▶ [Directions for this task]:
Using "worn" as the search string, find the matching lines below and copy them.

--- Supplied material Enclosed Below ---

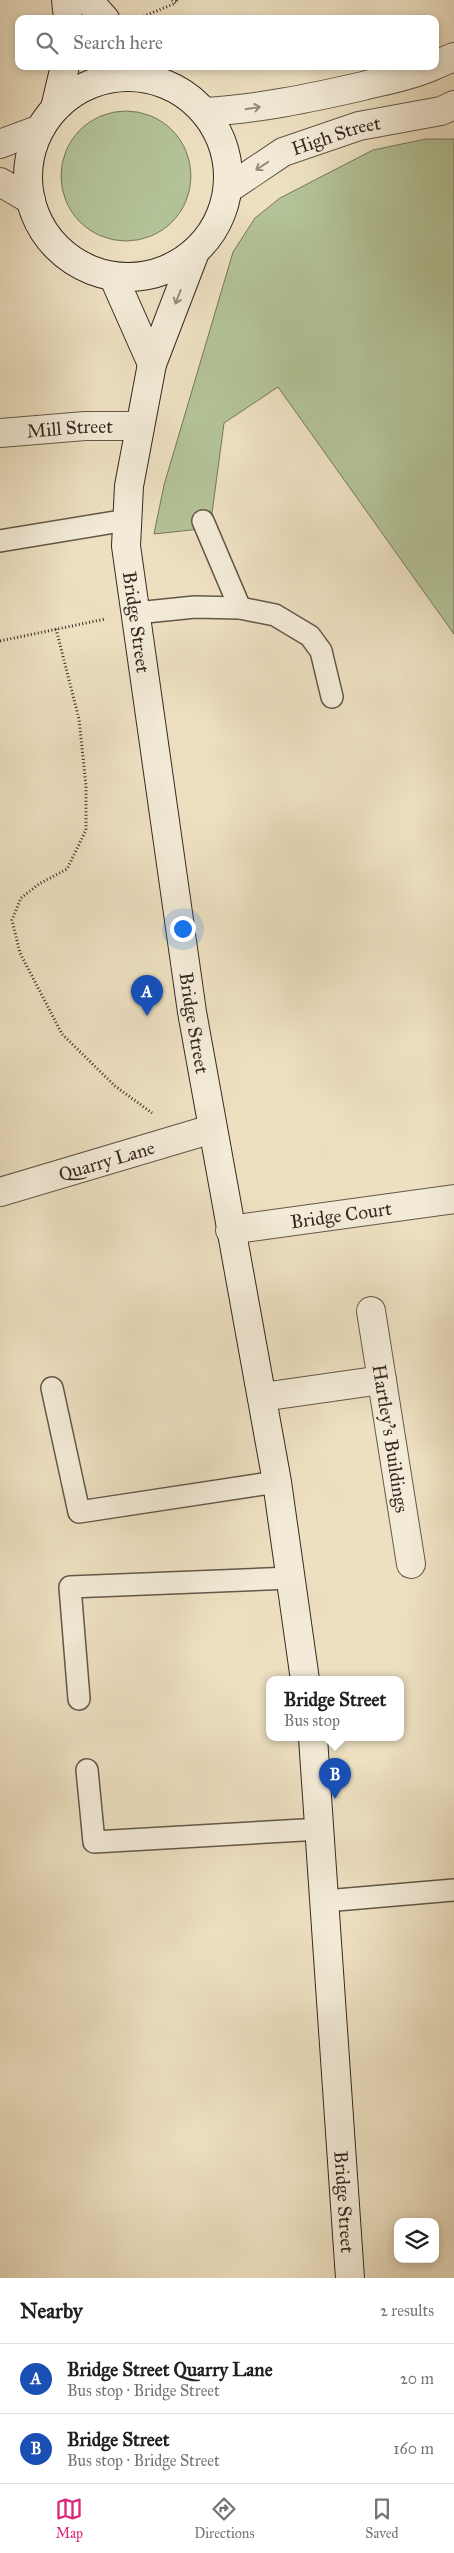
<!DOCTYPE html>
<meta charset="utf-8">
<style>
:root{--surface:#fff;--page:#f6f6f6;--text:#202124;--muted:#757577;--line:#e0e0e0;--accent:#db2777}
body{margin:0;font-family:"IM FELL Great Primer",serif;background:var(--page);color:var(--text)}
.controls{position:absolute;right:15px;bottom:15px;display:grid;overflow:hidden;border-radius:10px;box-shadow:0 2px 8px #0003}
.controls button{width:45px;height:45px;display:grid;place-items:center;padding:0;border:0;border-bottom:1px solid var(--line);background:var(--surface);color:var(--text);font:25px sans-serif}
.you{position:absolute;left:182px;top:928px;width:18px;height:18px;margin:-12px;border:4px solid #fff;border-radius:50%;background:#1a73e8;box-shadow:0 0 0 8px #1a73e833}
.badge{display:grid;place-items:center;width:32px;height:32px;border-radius:50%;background:var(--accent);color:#fff;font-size:16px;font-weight:700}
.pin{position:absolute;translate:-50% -41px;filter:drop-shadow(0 1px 2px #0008)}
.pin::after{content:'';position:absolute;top:26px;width:18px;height:15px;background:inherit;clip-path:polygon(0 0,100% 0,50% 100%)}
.popup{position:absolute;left:266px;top:1676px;width:138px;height:65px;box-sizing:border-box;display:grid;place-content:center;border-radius:10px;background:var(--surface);filter:drop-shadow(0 1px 4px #0005);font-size:16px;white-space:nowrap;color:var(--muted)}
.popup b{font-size:19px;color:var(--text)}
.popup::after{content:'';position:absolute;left:50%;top:100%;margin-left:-10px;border:10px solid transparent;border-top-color:var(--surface)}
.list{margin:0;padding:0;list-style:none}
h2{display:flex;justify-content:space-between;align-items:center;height:65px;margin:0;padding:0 20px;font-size:21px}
h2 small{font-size:16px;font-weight:400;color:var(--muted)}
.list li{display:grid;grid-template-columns:32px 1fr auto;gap:15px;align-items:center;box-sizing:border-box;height:70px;padding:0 20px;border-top:1px solid var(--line)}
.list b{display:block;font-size:19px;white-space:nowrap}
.list p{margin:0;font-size:16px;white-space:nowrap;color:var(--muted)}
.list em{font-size:16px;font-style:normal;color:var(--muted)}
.icon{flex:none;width:28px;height:28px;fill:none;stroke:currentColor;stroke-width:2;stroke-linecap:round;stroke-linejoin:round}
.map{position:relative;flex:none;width:454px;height:2278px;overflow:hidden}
.search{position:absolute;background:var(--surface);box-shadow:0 2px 8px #0003;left:15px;right:15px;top:15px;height:55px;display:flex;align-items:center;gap:12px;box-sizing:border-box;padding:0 18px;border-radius:10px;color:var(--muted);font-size:19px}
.sheet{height:205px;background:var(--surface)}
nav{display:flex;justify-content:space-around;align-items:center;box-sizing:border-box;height:70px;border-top:1px solid var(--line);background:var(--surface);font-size:14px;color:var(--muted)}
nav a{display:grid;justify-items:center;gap:2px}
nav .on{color:var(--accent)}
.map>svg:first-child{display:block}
.green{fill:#b3c397;stroke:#75765d}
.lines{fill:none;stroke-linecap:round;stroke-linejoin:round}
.service-casing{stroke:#64574a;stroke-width:24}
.minor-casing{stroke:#64574a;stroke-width:30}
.tertiary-casing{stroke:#64574a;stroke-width:30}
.secondary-casing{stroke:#372923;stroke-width:30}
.path{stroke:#372923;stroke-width:3;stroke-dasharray:1 2.5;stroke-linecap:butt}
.service{stroke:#f3ebd7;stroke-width:21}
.minor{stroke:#f3ebd7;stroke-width:28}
.tertiary{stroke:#f3ebd7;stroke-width:28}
.secondary{stroke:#f3ebd7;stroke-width:28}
.oneway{stroke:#958a7d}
.labels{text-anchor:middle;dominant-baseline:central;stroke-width:5;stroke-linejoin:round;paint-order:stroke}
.street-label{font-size:19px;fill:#372923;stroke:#f3ebd7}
</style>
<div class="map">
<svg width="454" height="2278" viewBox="0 0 454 2278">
<rect width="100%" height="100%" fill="#ede0c1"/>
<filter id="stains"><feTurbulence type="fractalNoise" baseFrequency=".004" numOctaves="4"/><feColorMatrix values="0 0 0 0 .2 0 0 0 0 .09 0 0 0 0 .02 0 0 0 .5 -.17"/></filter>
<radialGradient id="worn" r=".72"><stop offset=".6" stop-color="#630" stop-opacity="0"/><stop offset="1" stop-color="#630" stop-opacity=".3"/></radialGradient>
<g class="green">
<circle cx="126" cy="176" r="65"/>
<polygon points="426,139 454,139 454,634 278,387 224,423 210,528 154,534 164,485 233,252 255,218 280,198 373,150"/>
</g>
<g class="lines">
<defs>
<g id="service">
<polyline points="203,521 240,608"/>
<polyline points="0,541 127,520"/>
<polyline points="136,613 195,607 240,608 275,615 310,636 321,651 332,697"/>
<polyline points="52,1388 79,1512 277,1482"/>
<polyline points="79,1699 70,1587 291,1578"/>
<polyline points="87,1770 94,1842 321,1829"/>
<polyline points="325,1901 454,1890"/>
</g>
<g id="minor">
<path id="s1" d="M0 433 85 426H140"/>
<path id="s2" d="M0 1192 212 1129"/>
<path id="s3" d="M230 1230 454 1199"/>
<path id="s4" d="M371 1311 411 1564"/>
<polyline points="262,1397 382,1380"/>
</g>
<g id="tertiary">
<polyline points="435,65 454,57"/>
<path d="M204 112C258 109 311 98 363 86 387 80 411 76 433 66"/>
<polyline points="0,144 40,129"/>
<polyline points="0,182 31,200"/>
<path id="s5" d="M228 189 283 152 359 126 441 111 454 105"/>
</g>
<g id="secondary">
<polyline points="66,0 68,19"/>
<polyline points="88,0 105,19"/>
<circle cx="128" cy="177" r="100"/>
<polyline points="55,108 65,66"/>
<path id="s6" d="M195 252 152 364 129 486 126 546 192 1012 277 1482 305 1680"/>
<polyline points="113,276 152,364"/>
<path id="s7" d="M313 1738 350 2278"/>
</g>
</defs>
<use href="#service" class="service-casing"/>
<use href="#minor" class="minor-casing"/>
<use href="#tertiary" class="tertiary-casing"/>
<use href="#secondary" class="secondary-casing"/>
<g class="path">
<polyline points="172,0 176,3 177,0"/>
<polyline points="137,19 176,3"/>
<polyline points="56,629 79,719 86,786 86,830 67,869 39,884 21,898 12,920 20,953 62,1034 115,1086 152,1113"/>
<polyline points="0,641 105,619"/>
</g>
<use href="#service" class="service"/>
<use href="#minor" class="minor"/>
<use href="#tertiary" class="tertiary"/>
<use href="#secondary" class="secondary"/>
</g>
<defs><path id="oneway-shaft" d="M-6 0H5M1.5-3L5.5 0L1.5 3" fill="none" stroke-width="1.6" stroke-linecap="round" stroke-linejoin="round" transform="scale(1.25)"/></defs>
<g class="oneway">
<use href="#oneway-shaft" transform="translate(253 108) rotate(-10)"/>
<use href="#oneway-shaft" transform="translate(262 166) rotate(146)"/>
<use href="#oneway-shaft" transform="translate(178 297) rotate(111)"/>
</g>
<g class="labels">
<g class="street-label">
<text stroke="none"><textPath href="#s5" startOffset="122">High Street</textPath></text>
<text stroke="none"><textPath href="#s1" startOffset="70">Mill Street</textPath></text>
<text stroke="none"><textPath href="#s6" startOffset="381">Bridge Street</textPath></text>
<text stroke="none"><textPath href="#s6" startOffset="786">Bridge Street</textPath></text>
<text stroke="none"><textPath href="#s2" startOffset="111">Quarry Lane</textPath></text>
<text stroke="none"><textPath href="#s3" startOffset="112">Bridge Court</textPath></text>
<text stroke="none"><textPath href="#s4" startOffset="129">Hartley's Buildings</textPath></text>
<text stroke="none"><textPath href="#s7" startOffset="465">Bridge Street</textPath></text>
</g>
</g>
<rect width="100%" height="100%" filter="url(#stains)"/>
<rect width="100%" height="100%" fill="url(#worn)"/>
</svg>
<div class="controls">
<button><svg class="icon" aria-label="layers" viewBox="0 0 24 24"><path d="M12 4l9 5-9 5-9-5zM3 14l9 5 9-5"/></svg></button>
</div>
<div class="you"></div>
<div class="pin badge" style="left:147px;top:1016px;background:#1a4fb4">A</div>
<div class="pin badge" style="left:335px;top:1799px;background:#1a4fb4">B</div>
<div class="popup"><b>Bridge Street</b>Bus stop</div>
<div class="search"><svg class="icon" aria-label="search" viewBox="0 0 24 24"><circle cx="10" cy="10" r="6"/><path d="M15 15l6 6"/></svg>Search here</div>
</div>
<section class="sheet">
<h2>Nearby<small>2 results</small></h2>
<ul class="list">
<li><span class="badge" style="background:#1a4fb4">A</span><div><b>Bridge Street Quarry Lane</b><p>Bus stop · Bridge Street</p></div><em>20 m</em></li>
<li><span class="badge" style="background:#1a4fb4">B</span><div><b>Bridge Street</b><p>Bus stop · Bridge Street</p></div><em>160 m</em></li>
</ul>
</section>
<nav>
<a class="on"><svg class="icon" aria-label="map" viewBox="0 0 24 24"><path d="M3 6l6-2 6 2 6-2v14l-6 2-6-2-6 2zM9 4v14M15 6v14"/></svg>Map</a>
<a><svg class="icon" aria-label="directions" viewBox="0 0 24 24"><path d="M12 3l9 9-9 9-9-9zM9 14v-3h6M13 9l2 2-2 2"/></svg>Directions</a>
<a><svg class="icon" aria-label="saved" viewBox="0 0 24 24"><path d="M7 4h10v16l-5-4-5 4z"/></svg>Saved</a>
</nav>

--- End of Enclosed Supplied material ---

▶ [Solution for this problem]:
<radialGradient id="worn" r=".72"><stop offset=".6" stop-color="#630" stop-opacity="0"/><stop offset="1" stop-color="#630" stop-opacity=".3"/></radialGradient>
<rect width="100%" height="100%" fill="url(#worn)"/>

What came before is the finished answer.